Timely offloading of result-data in HPC centers

  • Authors:
  • Henry M. Monti;Ali R. Butt;Sudharshan S. Vazhkudai

  • Affiliations:
  • Virginia Polytechnic Institute and State University, Blacksburg, VA, USA;Virginia Polytechnic Institute and State University, Blacksburg, VA, USA;Oak Ridge National Laboratory, Oak Ridge, TN, USA

  • Venue:
  • Proceedings of the 22nd annual international conference on Supercomputing
  • Year:
  • 2008

Quantified Score

Hi-index 0.00

Visualization

Abstract

High performance computing is facing an exponential growth in job output dataset sizes. This implies a significant commitment of supercomputing center resources---most notably, precious scratch space---in handling data staging and offloading. However, the scratch area is typically managed using simple "purge policies", without sophisticated "end-user data services" that are required to balance center's resource consumption and user serviceability.
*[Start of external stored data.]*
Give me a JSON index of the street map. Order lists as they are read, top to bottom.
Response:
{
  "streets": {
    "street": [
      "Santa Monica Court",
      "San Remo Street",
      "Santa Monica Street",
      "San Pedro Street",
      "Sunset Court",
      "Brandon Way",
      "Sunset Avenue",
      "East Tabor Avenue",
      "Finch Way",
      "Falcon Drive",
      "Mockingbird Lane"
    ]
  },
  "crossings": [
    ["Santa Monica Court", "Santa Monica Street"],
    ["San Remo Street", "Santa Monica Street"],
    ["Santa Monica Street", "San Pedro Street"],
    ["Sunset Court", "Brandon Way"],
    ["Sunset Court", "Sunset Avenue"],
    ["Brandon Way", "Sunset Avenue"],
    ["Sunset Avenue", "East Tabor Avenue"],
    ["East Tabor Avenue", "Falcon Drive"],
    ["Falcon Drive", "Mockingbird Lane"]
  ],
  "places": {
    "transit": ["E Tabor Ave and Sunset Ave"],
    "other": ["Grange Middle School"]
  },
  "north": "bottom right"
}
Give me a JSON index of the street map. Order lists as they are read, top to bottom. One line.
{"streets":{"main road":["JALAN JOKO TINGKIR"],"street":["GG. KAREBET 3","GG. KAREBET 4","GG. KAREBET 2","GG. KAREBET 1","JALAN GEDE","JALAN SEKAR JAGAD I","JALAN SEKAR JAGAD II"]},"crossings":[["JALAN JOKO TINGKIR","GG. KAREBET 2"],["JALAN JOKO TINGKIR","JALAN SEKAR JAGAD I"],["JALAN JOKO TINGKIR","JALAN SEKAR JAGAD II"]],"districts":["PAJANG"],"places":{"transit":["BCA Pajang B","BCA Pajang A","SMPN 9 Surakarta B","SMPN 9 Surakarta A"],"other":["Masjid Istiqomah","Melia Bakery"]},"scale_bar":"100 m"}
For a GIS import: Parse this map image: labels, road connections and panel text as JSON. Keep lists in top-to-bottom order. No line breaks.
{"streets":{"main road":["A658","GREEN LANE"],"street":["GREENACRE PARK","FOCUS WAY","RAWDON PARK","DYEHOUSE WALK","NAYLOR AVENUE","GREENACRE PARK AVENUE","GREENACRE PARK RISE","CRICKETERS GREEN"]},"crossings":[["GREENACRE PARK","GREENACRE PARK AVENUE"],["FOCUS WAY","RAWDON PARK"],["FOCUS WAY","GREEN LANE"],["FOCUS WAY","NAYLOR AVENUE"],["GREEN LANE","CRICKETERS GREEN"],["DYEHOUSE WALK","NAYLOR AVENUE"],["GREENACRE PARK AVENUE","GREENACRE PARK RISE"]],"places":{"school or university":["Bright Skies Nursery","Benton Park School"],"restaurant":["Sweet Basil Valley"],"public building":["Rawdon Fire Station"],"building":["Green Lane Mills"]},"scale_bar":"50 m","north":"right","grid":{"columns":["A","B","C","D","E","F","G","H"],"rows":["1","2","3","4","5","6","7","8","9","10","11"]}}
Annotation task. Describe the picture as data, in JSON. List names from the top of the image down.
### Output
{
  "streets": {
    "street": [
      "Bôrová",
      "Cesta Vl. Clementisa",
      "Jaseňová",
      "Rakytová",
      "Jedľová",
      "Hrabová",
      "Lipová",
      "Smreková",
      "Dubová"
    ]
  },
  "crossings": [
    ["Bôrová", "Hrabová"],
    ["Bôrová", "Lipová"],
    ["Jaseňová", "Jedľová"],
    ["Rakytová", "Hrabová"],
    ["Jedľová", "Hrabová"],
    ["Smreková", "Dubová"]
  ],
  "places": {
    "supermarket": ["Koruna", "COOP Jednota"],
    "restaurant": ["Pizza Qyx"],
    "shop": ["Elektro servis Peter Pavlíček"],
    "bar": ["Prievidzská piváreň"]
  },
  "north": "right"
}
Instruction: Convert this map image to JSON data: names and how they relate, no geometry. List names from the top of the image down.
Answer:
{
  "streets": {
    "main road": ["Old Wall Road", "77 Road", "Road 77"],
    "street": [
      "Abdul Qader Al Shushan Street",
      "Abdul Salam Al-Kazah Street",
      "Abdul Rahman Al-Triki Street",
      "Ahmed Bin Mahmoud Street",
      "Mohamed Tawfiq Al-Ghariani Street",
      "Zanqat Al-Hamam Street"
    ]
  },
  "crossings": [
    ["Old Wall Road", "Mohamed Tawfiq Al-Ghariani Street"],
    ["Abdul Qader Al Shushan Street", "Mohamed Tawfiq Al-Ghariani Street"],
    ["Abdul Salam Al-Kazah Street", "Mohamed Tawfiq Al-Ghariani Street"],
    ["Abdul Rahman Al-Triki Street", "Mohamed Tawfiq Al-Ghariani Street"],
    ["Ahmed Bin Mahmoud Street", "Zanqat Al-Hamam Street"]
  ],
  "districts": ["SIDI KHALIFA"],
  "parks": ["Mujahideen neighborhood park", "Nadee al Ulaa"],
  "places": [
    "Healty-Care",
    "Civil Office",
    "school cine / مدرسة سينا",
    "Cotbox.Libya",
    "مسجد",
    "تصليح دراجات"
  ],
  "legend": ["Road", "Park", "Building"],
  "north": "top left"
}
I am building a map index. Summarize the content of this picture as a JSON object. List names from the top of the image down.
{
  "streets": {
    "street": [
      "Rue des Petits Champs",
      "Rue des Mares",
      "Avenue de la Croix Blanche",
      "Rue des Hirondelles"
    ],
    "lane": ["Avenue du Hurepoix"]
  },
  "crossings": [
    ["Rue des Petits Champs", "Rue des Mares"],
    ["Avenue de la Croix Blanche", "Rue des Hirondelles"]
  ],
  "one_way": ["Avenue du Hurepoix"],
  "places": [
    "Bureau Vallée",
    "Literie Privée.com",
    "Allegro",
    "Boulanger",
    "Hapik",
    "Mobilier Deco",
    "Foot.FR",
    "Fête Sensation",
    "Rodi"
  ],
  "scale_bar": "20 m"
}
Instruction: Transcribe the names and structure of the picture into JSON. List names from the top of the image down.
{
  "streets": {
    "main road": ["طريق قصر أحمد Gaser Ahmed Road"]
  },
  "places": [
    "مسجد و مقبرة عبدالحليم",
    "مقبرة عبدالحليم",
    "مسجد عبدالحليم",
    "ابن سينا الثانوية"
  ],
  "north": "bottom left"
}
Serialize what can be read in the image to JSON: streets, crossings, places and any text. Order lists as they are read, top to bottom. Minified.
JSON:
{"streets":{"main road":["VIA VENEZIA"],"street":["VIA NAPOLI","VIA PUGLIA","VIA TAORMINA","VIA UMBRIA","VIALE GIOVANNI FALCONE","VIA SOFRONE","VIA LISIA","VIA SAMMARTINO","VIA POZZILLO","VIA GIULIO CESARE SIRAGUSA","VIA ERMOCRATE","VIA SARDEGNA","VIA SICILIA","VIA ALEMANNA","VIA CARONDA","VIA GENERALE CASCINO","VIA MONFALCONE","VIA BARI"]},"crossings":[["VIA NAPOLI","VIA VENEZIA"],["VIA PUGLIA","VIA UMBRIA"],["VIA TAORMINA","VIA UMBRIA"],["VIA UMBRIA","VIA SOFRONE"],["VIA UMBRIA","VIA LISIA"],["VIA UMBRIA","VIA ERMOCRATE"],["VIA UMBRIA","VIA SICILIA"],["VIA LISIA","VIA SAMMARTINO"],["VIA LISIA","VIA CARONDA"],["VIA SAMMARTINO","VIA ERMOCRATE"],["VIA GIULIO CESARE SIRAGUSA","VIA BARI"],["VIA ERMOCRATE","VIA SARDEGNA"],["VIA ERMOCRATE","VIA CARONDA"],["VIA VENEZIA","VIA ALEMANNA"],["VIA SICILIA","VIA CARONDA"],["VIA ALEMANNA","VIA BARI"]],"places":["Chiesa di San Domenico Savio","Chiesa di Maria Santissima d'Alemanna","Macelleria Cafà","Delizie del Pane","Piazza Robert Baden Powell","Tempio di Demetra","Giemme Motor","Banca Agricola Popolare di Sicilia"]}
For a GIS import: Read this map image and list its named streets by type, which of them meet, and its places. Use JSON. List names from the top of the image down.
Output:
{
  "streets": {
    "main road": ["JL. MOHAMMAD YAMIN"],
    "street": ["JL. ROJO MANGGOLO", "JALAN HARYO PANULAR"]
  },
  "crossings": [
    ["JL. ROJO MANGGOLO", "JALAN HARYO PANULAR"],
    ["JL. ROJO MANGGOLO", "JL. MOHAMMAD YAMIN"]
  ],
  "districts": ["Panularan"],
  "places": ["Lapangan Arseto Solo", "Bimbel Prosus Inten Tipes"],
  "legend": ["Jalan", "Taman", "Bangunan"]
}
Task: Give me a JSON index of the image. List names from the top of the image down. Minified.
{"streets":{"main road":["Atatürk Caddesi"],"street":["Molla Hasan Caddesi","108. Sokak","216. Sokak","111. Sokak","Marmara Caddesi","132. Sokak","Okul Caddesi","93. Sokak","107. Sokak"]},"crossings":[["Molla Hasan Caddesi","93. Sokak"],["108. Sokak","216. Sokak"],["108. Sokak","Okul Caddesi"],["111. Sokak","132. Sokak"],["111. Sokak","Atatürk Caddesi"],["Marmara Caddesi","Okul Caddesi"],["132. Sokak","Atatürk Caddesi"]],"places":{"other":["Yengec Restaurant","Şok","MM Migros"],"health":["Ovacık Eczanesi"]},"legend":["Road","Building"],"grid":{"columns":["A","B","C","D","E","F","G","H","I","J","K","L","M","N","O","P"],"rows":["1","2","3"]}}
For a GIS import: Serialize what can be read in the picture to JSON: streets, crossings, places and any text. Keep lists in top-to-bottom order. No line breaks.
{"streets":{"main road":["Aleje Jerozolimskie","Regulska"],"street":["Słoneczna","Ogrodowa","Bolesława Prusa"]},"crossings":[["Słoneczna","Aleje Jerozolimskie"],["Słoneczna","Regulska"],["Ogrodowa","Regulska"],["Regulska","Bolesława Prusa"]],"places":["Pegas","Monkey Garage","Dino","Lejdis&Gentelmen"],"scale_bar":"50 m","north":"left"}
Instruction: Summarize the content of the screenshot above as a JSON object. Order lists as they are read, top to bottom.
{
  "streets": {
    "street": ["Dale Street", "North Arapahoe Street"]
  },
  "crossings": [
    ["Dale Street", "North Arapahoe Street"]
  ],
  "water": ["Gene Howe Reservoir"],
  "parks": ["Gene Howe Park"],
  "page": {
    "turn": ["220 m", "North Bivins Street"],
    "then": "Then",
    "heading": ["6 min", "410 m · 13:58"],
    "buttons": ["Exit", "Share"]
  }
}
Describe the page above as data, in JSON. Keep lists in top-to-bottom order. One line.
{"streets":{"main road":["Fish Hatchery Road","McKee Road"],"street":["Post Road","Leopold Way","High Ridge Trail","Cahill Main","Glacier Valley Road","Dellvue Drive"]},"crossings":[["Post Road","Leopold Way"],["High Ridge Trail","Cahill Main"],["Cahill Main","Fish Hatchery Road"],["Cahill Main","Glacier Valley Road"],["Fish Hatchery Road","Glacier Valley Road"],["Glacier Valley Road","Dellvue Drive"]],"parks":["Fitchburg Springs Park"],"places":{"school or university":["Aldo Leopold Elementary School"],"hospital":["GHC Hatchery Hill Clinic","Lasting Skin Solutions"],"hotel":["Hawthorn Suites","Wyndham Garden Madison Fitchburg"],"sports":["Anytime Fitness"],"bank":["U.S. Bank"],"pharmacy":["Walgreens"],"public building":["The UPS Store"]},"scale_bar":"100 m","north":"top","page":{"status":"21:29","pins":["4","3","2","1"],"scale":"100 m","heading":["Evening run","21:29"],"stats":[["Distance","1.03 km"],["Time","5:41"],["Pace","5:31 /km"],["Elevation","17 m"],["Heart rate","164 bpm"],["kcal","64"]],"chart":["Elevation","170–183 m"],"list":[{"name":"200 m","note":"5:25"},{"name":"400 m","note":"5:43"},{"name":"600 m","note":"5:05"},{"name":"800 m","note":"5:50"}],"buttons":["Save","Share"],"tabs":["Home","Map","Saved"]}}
End-user data services such as offloading are performed using point-to-point transfers that are unable to reconcile center's purge and users delivery deadlines, unable to adapt to changing dynamics in the end-to-end data path and are not fault-tolerant. We propose a robust framework for the timely, decentralized offload of result data, addressing the aforementioned significant gaps in extant direct-transfer-based offloading. The decentralized offload is achieved using an overlay of user-specified intermediate nodes and well known landmark nodes. These nodes serve as a means both to provide multiple data-flow paths, thereby maximizing bandwidth as well as provide fail-over capabilities for the offload. We have implemented our techniques within a production job scheduler (PBS) and data transfer tool (BitTorrent), and our evaluation shows that the offloading times can be significantly reduced (90.2% for a 2.1 GB file), while also meeting center-user Service Level Agreements.